If the law is overturned, Romney said Tuesday, “then the first three and a half years of this president’s term will have been wasted on something that has not helped the American people,” and if it is upheld, “we’re going to need a president — and I’m that one — that’s going to get rid of ‘Obamacare’. ”
President Obama, sidestepped what the justices might decide and instead underscored the consequences if Republicans followed through on a pledge to repeal the law, saying making sure people have health insurance and seniors can afford their medications is “the right thing to so” and that the battle over healthcare should not be refought.
This issue not only has resonated on the campaign trail but the outcome of the case could have long-term effects on U.S. fiscal health and competitiveness abroad.
Congressional Republicans have yet to come together on a cohesive immigration policy and are looking to Romney to be the party standard-bearer — but he does not seem to have a clear policy of his own, either (Politico).
“The presumptive GOP presidential nominee has provided little guidance to Republicans on Capitol Hill when it comes to dealing with the thorny immigration issue,” writes Politico’s Scott Wong.
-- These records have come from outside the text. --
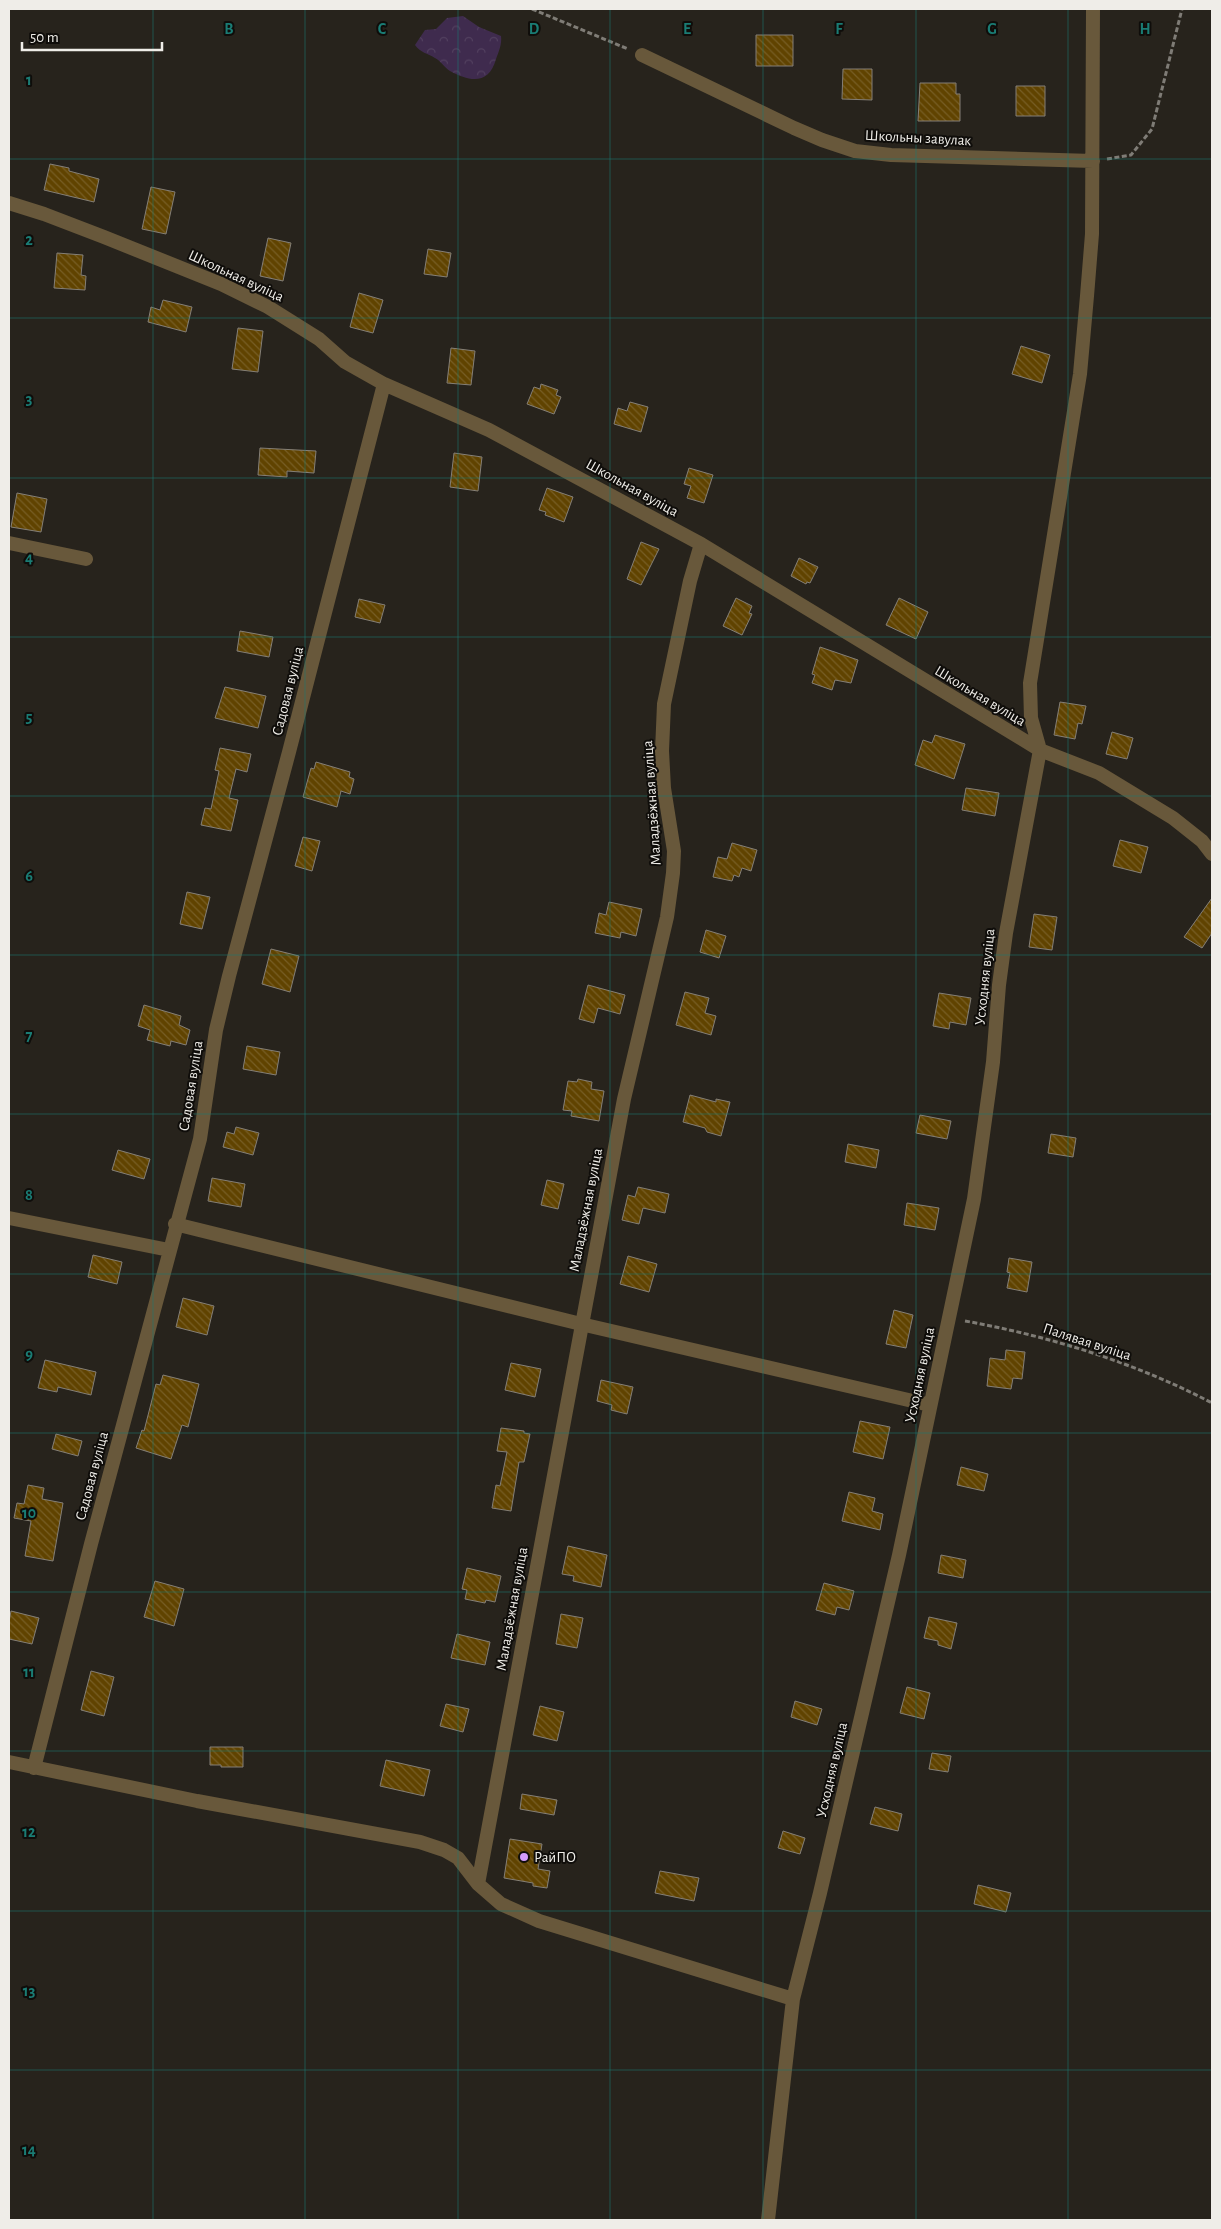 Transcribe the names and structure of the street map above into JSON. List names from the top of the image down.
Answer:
{
  "streets": {
    "street": [
      "Школьны завулак",
      "Школьная вуліца",
      "Садовая вуліца",
      "Маладзёжная вуліца",
      "Усходняя вуліца"
    ],
    "path": ["Палявая вуліца"]
  },
  "crossings": [
    ["Школьная вуліца", "Садовая вуліца"],
    ["Школьная вуліца", "Маладзёжная вуліца"],
    ["Школьная вуліца", "Усходняя вуліца"],
    ["Усходняя вуліца", "Палявая вуліца"]
  ],
  "places": ["РайПО"],
  "scale_bar": "50 m",
  "grid": {
    "columns": [
      "B",
      "C",
      "D",
      "E",
      "F",
      "G",
      "H"
    ],
    "rows": [
      "1",
      "2",
      "3",
      "4",
      "5",
      "6",
      "7",
      "8",
      "9",
      "10",
      "11",
      "12",
      "13",
      "14"
    ]
  }
}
Meanwhile, Arizona Republican Sen. John McCain is pushing Sen. Marco Rubio (R-Fla.) to roll out his version of the DREAM Act, though Rubio has reportedly ruled out doing so anytime soon.
President Obama is making road trip plans for after the Fourth of July, launching a bus tour next week (AP) that will coincide with the release of the monthly nationwide jobs report, a key economic indicator that could directly affect the president’s re-election prospects.
U.S. voters’ economic confidence is on a four-week downward slide, now at its lowest point since late January, Gallup polling shows. Gallup’s Economic Confidence Index was -26 for the week ending June 24, down slightly from -24 the week before.
“A disappointing May jobs report combined with the tepid economic climate in Europe and downgrading of major U.S. banks appear to have given U.S. consumers cause for concern in June,” Gallup says. The slump could be bad news for President Obama’s reelection effort in a campaign season highly focused on the economy.